Second, this study explored various kinds of intervention cases in diverse regions and sectors. Although this broad approach was limited to capturing the distinctive features of regions or sectors of the selected cases, this study tried to uncover the common critical causal conditions that improve network effectiveness in diverse features of cases under the small sample size. Future studies need to regard the regional or sectoral features of international development interventions to induce more sector- or region-tailored implications.

Finally, the total sample size of the study was limited to 37 cases, and future studies must replicate this study with a larger number of cases to generalize this study’s results.

Conclusion

This study empirically explores the configurations of causal conditions for network effectiveness through a mixed-methods approach combining the fs/QCA and case study.

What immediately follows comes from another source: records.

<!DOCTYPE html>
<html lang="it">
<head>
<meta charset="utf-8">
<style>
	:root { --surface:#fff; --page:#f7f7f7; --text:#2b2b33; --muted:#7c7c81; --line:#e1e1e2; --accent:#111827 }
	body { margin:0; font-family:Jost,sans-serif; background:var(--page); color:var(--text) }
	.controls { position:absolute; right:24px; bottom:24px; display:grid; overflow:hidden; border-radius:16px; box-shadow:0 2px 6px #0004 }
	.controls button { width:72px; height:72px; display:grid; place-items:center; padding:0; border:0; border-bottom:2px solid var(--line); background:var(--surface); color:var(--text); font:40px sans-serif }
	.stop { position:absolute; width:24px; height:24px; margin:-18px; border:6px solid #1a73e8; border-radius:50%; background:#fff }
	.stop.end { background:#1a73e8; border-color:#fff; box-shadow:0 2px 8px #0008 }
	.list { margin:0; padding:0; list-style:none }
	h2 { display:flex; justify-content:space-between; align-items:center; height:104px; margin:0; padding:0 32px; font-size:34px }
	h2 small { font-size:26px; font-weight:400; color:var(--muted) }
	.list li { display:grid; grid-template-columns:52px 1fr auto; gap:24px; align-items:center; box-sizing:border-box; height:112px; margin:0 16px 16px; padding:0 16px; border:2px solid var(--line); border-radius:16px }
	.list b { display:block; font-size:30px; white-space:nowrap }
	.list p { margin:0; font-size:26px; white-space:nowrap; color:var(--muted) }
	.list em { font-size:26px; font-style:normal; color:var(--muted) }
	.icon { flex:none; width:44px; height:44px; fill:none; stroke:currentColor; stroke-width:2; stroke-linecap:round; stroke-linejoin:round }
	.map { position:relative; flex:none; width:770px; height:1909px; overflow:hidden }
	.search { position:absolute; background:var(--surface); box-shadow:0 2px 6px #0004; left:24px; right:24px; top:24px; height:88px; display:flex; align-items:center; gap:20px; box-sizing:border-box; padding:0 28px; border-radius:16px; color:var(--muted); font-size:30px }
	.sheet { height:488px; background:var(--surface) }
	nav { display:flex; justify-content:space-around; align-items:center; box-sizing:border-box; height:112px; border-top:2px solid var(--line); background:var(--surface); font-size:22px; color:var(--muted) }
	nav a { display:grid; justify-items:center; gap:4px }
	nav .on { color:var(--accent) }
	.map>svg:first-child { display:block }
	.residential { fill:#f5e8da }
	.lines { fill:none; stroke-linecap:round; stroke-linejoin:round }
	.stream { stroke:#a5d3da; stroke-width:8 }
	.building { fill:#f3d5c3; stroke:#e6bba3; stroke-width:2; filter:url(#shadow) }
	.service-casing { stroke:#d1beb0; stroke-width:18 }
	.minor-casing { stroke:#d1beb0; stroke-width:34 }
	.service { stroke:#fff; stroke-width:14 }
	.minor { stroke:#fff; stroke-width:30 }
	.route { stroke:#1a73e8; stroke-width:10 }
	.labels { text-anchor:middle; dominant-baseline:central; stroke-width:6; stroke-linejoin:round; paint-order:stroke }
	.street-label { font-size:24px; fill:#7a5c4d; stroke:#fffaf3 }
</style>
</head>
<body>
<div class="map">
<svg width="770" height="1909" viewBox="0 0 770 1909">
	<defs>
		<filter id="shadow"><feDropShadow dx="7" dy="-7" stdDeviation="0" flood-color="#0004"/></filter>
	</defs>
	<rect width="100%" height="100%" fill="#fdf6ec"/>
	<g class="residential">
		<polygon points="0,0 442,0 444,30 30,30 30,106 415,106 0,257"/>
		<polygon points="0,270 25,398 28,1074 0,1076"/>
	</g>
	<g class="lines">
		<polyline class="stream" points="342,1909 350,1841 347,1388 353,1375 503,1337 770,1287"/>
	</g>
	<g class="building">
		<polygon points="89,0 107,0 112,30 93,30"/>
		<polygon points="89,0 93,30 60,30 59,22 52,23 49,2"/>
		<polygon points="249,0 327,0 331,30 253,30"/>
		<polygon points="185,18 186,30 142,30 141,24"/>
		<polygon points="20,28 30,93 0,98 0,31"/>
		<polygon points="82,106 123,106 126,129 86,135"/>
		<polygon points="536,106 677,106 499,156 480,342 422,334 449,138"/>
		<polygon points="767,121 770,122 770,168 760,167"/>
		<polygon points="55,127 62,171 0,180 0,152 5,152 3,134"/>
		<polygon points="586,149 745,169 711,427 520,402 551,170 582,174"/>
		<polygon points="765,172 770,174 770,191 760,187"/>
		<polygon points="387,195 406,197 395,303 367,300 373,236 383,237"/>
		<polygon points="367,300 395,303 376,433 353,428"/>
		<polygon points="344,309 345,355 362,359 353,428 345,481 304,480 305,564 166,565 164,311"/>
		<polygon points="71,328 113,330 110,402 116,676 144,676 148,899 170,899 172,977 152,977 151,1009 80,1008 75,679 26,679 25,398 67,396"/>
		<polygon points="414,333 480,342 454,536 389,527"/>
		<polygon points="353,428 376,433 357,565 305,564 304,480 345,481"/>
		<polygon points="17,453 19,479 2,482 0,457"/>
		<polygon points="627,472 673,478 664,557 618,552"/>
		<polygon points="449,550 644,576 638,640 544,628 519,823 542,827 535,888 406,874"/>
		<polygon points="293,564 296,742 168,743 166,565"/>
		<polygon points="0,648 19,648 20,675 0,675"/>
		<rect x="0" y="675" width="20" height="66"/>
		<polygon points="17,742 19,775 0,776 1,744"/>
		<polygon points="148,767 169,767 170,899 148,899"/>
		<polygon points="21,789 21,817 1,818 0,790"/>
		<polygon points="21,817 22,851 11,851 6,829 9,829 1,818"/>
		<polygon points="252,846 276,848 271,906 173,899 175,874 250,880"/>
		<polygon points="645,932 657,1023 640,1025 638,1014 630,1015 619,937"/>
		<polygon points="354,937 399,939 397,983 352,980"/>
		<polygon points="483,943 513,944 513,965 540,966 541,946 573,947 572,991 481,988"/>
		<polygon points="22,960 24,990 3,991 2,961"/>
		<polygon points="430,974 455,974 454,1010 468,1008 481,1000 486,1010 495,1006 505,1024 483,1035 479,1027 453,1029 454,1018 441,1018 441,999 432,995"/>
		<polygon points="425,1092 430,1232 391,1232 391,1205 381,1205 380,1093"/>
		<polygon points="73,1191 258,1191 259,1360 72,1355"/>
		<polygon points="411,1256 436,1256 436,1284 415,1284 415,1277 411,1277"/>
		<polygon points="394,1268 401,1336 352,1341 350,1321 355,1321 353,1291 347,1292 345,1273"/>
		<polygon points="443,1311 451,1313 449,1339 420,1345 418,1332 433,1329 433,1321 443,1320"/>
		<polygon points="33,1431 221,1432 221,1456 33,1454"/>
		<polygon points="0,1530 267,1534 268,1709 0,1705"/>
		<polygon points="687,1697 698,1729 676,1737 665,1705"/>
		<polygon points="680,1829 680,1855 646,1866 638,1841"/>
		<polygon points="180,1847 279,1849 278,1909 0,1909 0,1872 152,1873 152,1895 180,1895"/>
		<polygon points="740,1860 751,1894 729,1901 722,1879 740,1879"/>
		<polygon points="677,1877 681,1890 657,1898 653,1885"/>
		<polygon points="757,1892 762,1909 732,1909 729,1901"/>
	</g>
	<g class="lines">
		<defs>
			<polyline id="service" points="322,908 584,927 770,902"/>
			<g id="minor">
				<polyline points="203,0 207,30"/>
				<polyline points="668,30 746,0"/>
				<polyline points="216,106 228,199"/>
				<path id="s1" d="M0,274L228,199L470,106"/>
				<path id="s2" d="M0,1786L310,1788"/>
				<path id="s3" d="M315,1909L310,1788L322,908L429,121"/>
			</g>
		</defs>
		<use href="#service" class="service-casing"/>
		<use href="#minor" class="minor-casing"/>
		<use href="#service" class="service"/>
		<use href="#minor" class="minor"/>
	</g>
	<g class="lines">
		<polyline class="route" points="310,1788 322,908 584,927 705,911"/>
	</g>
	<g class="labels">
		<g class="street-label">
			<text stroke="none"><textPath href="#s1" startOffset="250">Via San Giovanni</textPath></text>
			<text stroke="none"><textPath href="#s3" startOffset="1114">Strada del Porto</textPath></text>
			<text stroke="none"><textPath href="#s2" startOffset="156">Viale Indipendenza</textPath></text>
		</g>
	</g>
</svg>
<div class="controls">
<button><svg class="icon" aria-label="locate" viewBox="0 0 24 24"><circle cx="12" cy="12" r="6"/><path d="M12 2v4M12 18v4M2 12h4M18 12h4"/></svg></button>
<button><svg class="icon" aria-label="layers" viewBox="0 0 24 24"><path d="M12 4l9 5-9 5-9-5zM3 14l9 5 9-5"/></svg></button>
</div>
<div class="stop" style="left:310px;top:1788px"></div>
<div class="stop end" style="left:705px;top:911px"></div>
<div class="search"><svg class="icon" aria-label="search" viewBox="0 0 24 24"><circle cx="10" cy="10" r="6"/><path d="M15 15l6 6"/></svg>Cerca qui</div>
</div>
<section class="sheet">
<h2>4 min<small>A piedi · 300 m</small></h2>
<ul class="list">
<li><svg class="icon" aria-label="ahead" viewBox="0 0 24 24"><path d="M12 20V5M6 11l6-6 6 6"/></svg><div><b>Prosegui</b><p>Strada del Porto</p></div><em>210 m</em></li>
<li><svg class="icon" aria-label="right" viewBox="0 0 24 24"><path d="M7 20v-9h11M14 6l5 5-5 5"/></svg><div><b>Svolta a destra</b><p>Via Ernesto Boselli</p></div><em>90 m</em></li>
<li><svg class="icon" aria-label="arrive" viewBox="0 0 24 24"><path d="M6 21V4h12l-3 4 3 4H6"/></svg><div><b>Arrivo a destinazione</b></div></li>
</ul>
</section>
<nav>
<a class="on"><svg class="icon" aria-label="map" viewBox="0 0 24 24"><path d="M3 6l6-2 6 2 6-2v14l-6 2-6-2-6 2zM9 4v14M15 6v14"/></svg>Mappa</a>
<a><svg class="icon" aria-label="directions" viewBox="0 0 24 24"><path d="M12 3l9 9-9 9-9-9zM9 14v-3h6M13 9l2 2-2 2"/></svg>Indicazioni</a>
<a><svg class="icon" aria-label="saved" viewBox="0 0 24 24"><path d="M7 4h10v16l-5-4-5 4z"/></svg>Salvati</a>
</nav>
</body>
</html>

It contributes to the existing research by adding empirical evidence on how the collaborative networks influence network effectiveness (Gray, 2003; Heranz, 2010; Lucidarme, et al., 2016; McGuire & Silvia, 2009). Furthermore, unlike previous studies, which only described a simple and linear relationship between causal conditions and network effectiveness, this study demonstrates that multiple pathways exist for achieving network effectiveness, in the context of international development. Our consideration of the set-relationship between causal conditions can provide more realistic explanations of how each causal condition compensates in the causal combinations.

Based on the results, this study suggests practical management methods for collaborative networks. While most literature on collaboration in the field of international development has focused on PPP or aid coordination from the donor side, this study focuses on collaboration at the project level. This exploration was possible because the study emphasized that international development projects are generally implemented through collaboration among diverse entities. We applied theories of collaborative networks in the international development field and generated specific suggestions for project managers and head offices of NGOs. The findings of this study will aid policymakers and practitioners of NGOs to strategically configure their available resources and management skills to achieve network effectiveness.